If someone of African origin saw that, and objected to it's broadcast on similar grounds to the Dire Straits song, is it a valid claim of racism. Granted, it's Monty Python, the absolute kings of satire, but...!
i know what you mean bagkitty, i find it ridiculous that they have no problem showing people getting tortured, killed, maimed, beaten, etc. but the "bad" words have to be bleeped or overdubbed.
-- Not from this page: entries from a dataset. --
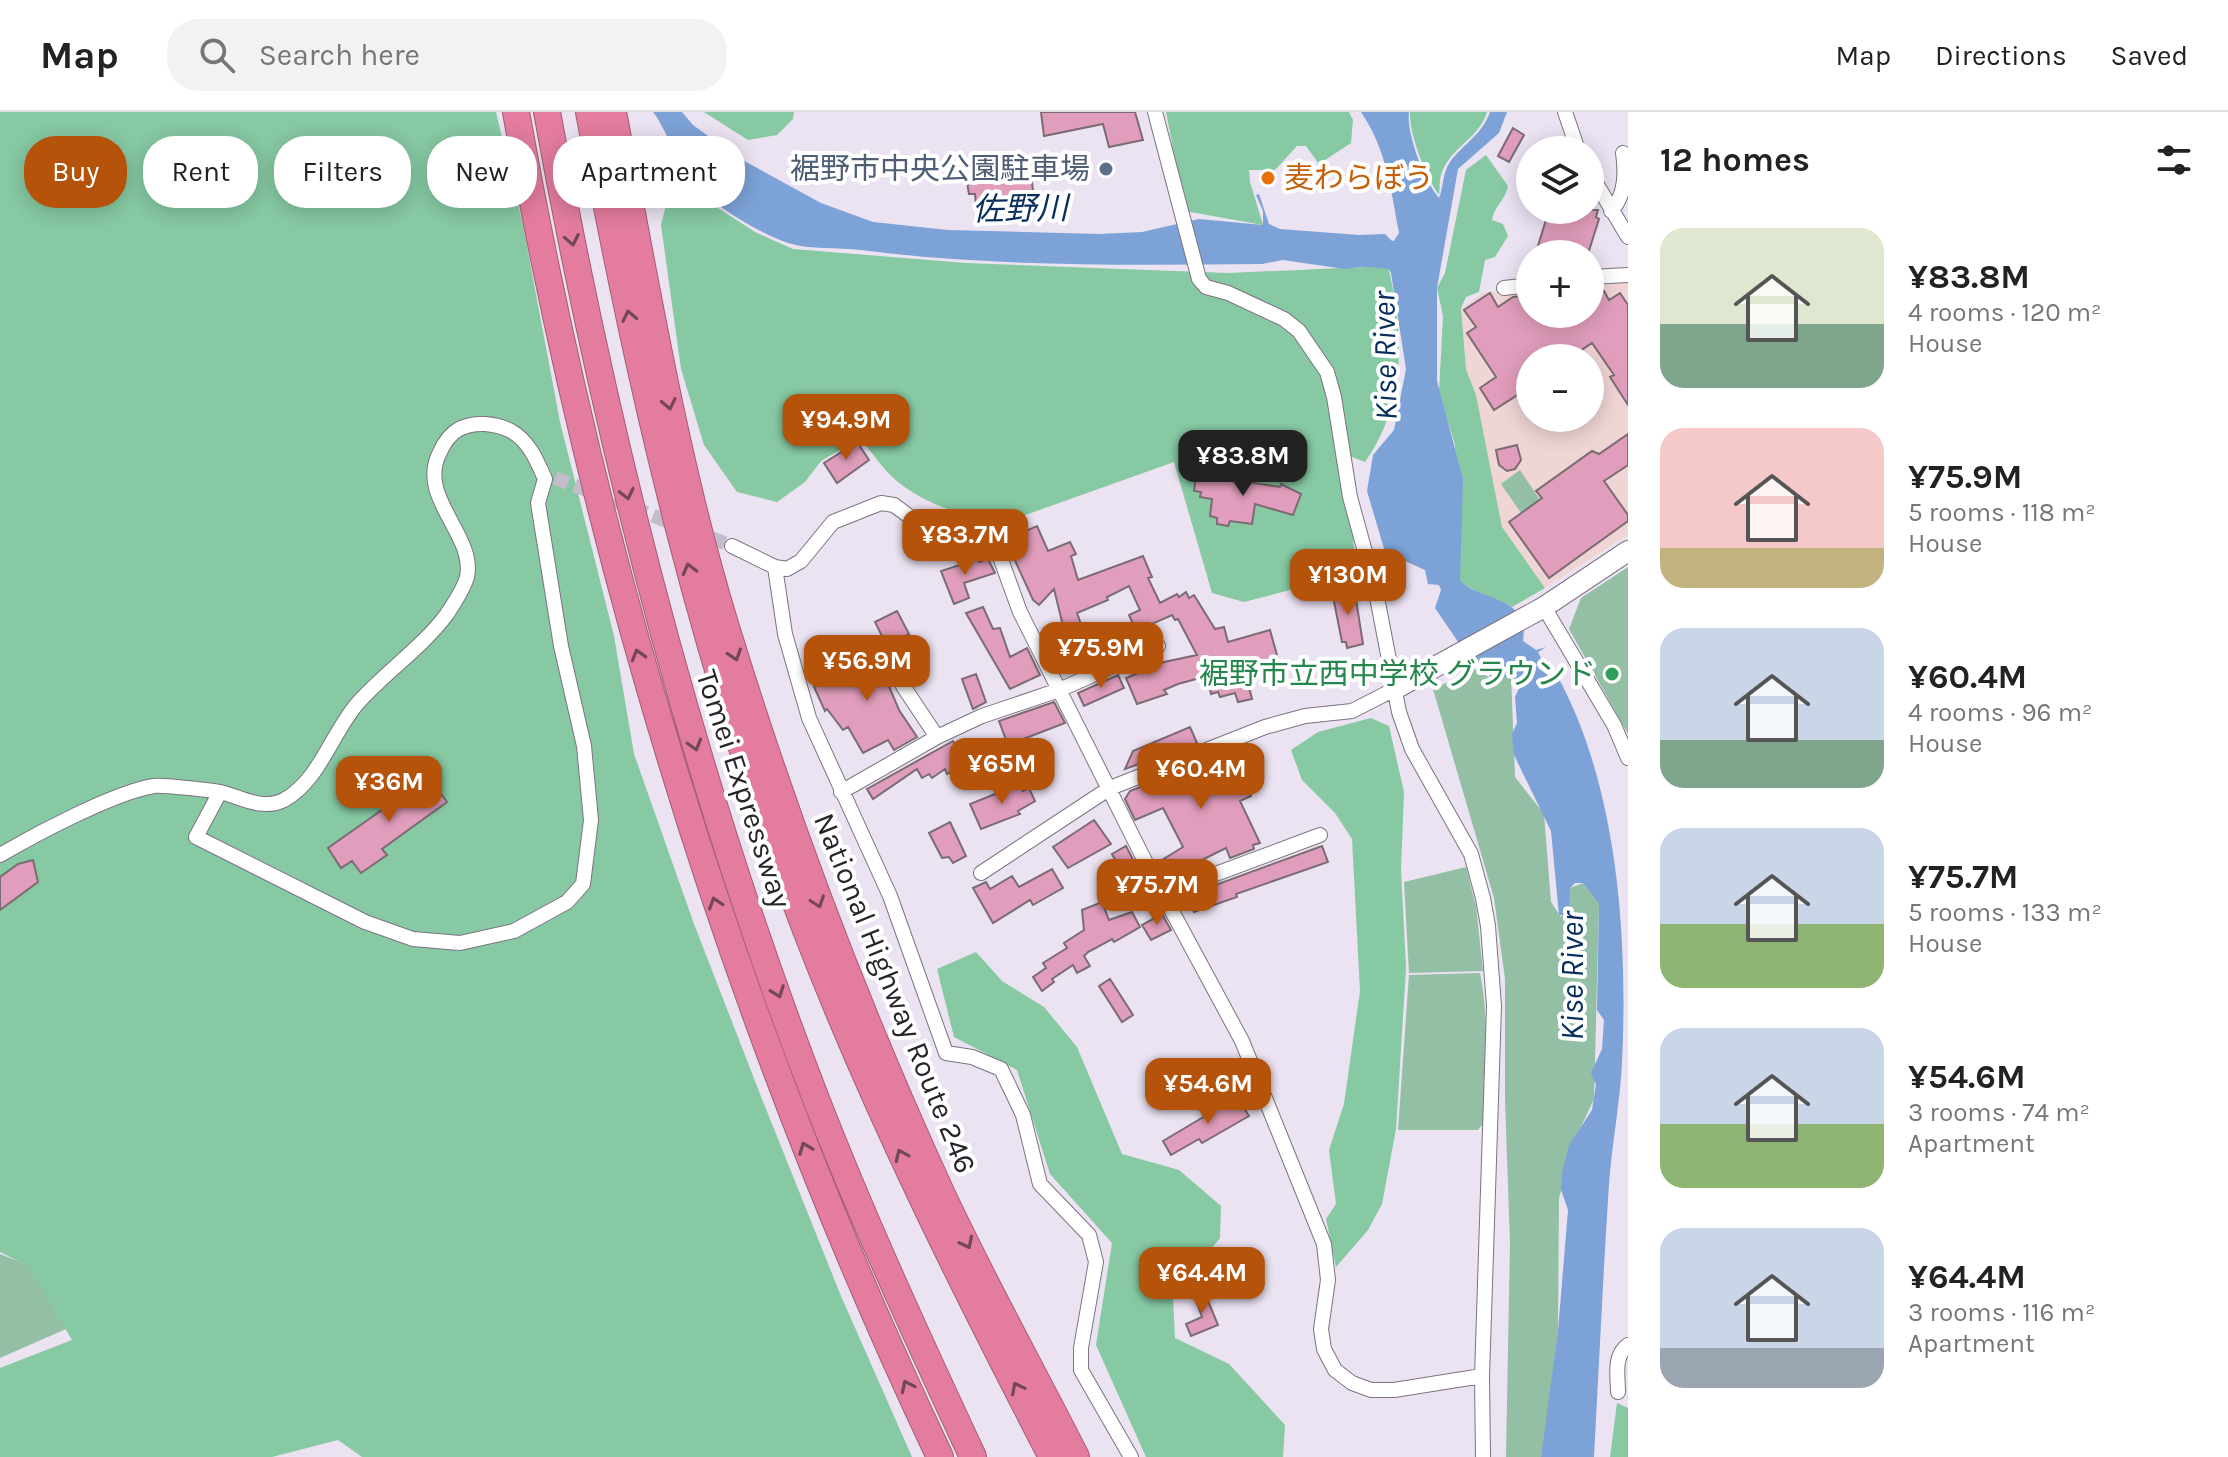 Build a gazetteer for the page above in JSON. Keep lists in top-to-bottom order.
{
  "streets": {
    "highway": ["Tomei Expressway", "National Highway Route 246"]
  },
  "water": ["佐野川", "Kise River"],
  "places": ["裾野市中央公園駐車場", "麦わらぼう", "裾野市立西中学校 グラウンド"],
  "page": {
    "header": "Map",
    "search": "Search here",
    "nav": ["Map", "Directions", "Saved"],
    "heading": "12 homes",
    "map_buttons": ["+", "−"],
    "chip": [
      "Buy",
      "Rent",
      "Filters",
      "New",
      "Apartment"
    ],
    "list": [
      {
        "name": "¥83.8M",
        "note": "4 rooms · 120 m² · House"
      },
      {
        "name": "¥75.9M",
        "note": "5 rooms · 118 m² · House"
      },
      {
        "name": "¥60.4M",
        "note": "4 rooms · 96 m² · House"
      },
      {
        "name": "¥75.7M",
        "note": "5 rooms · 133 m² · House"
      },
      {
        "name": "¥54.6M",
        "note": "3 rooms · 74 m² · Apartment"
      },
      {
        "name": "¥64.4M",
        "note": "3 rooms · 116 m² · Apartment"
      }
    ],
    "price": [
      "¥94.9M",
      "¥83.8M",
      "¥83.7M",
      "¥130M",
      "¥75.9M",
      "¥56.9M",
      "¥65M",
      "¥60.4M",
      "¥36M",
      "¥75.7M",
      "¥54.6M",
      "¥64.4M"
    ]
  }
} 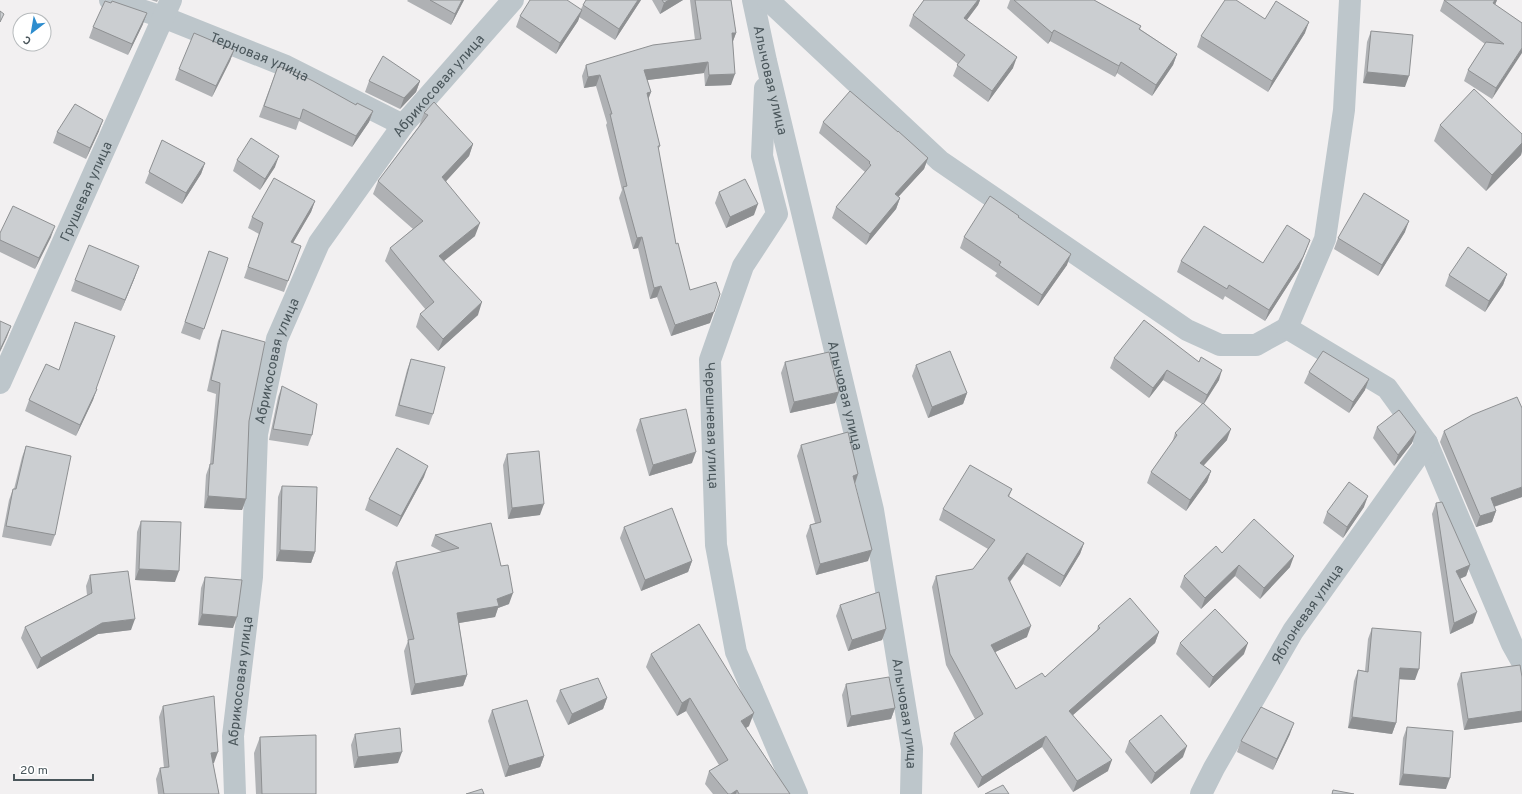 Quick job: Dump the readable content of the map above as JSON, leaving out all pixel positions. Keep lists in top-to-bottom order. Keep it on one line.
{"streets":{"street":["Терновая улица","Алычовая улица","Абрикосовая улица","Грушевая улица","Черешневая улица","Яблоневая улица"]},"crossings":[["Терновая улица","Абрикосовая улица"],["Терновая улица","Грушевая улица"],["Алычовая улица","Черешневая улица"]],"scale_bar":"20 m","north":"bottom left"} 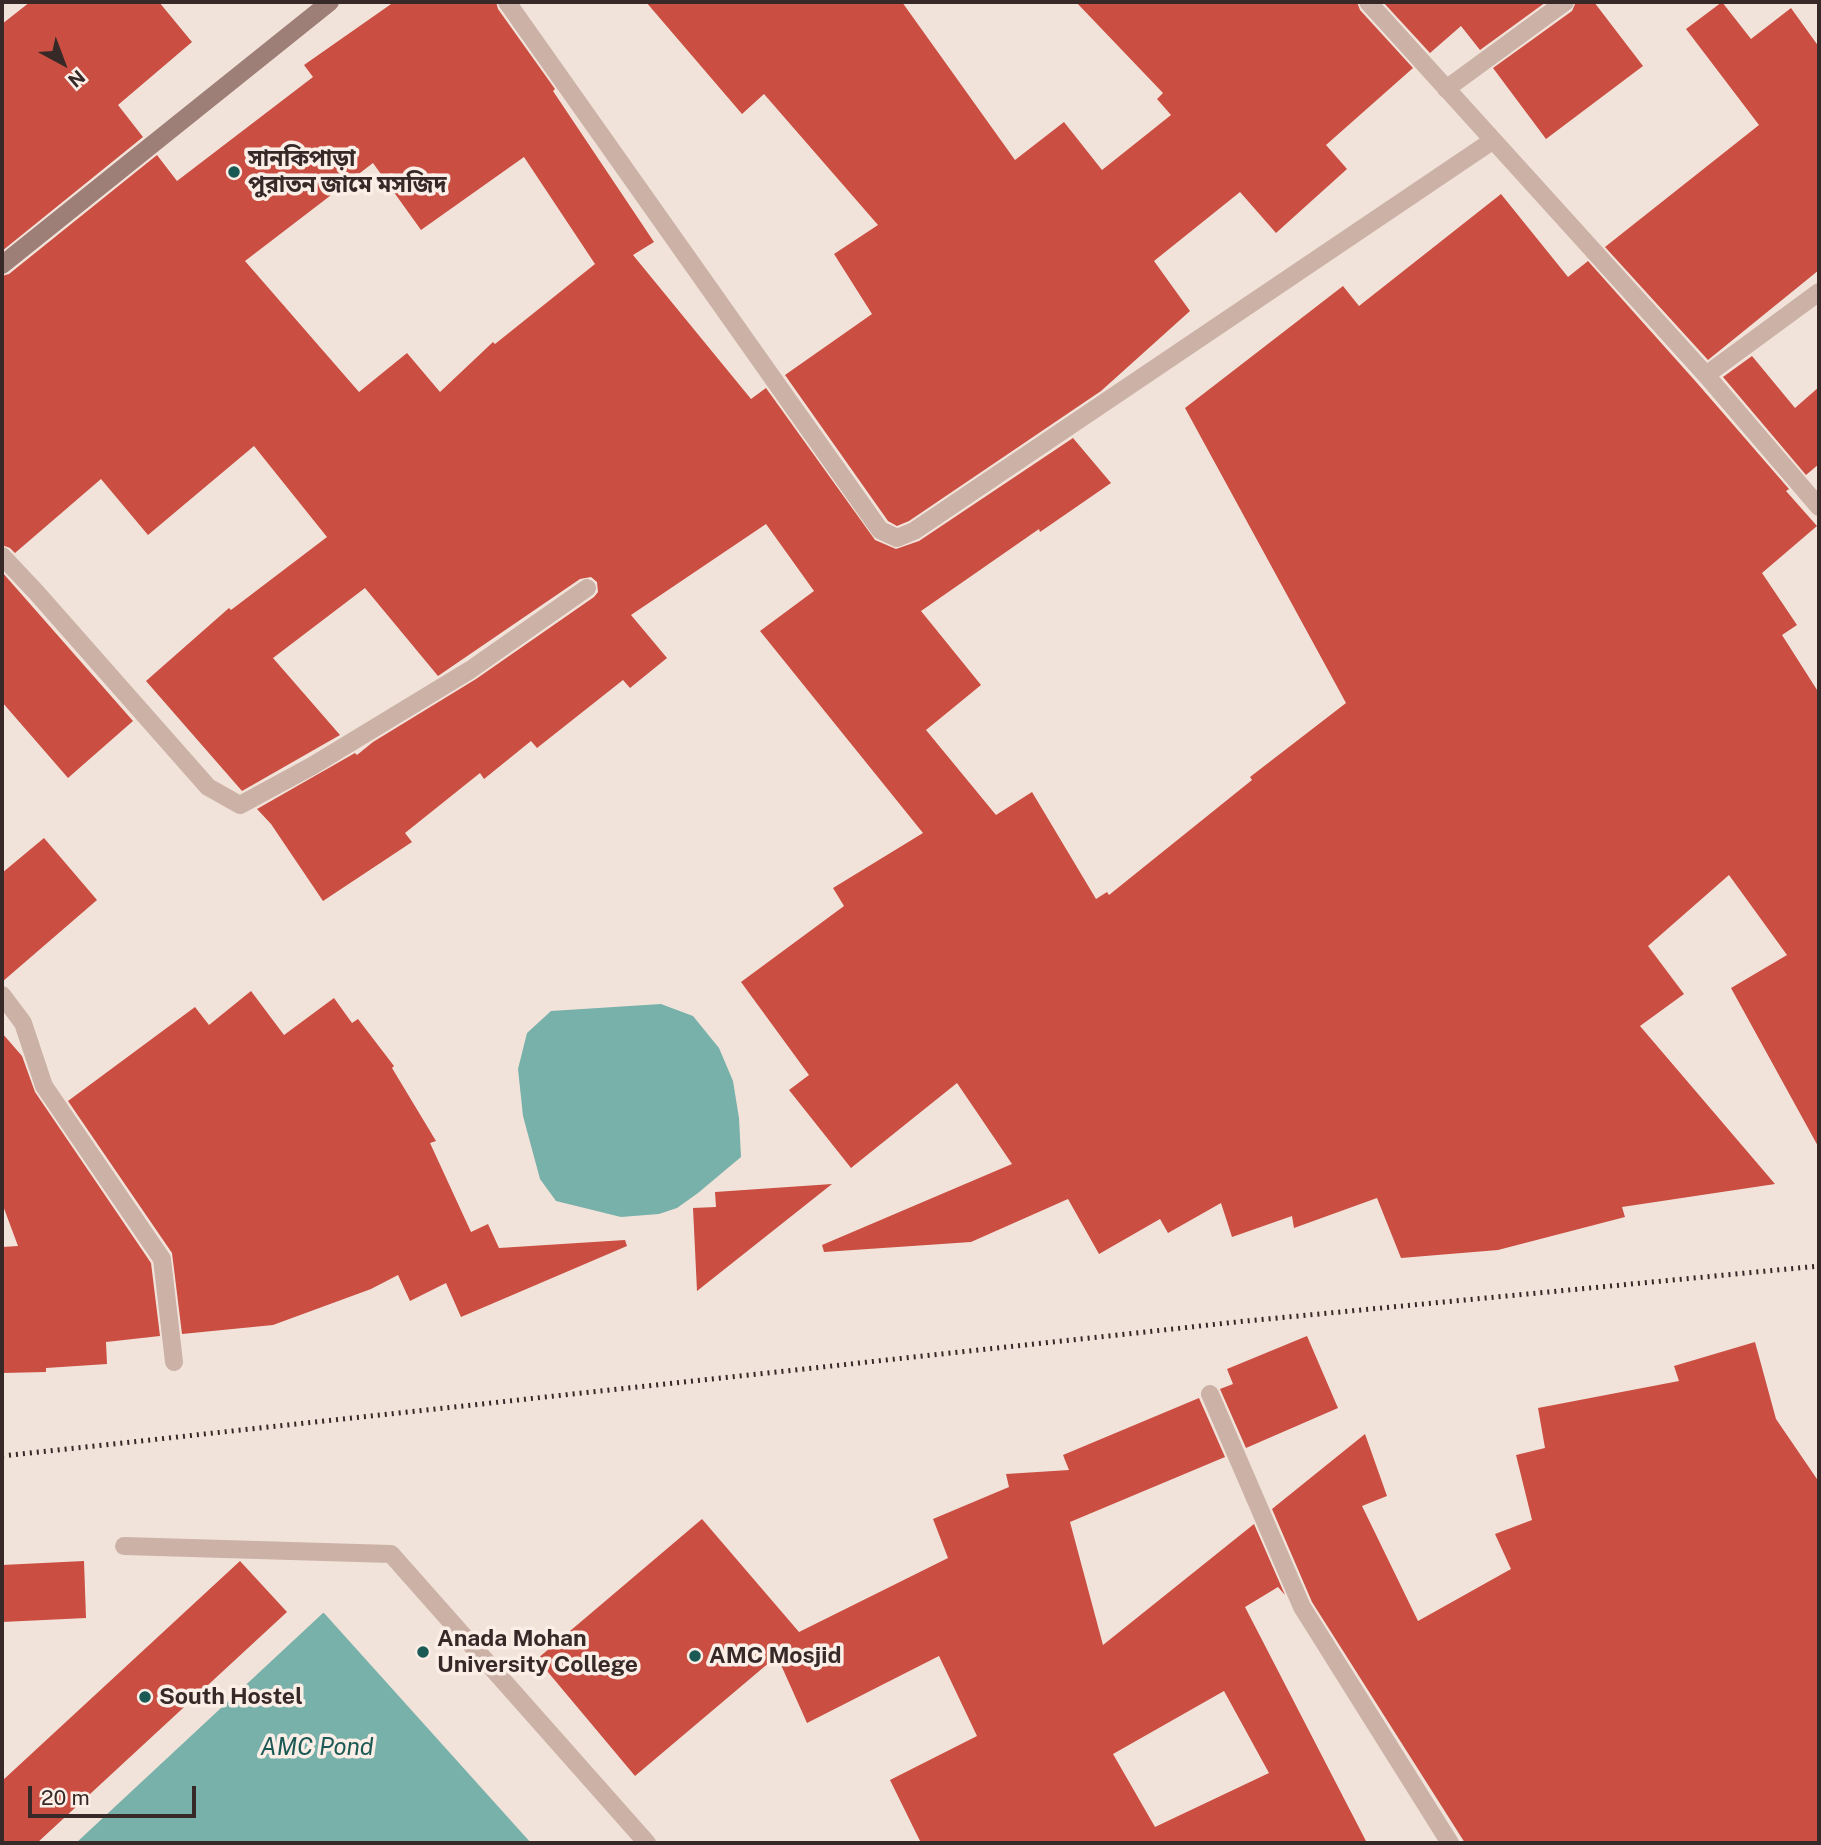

My point though is there is no front page headlines/days of news coverage about "they bleeped out "fuck" in rambo! nanny state!" like there is with this.
it just seems like the people complaining about this don't seem to object to the censoring of other equally offensive words in music like fuck, shit, other racial expletives, and other so called "bad" words, in any context.
it sounds like people are unjustly equating beeping or changing the word in a public broadcast with actual censorship of the recorded material, like with mark twain, where the book will actually be printed with the changes, meaning hypothetically the original book might no longer be available at some point.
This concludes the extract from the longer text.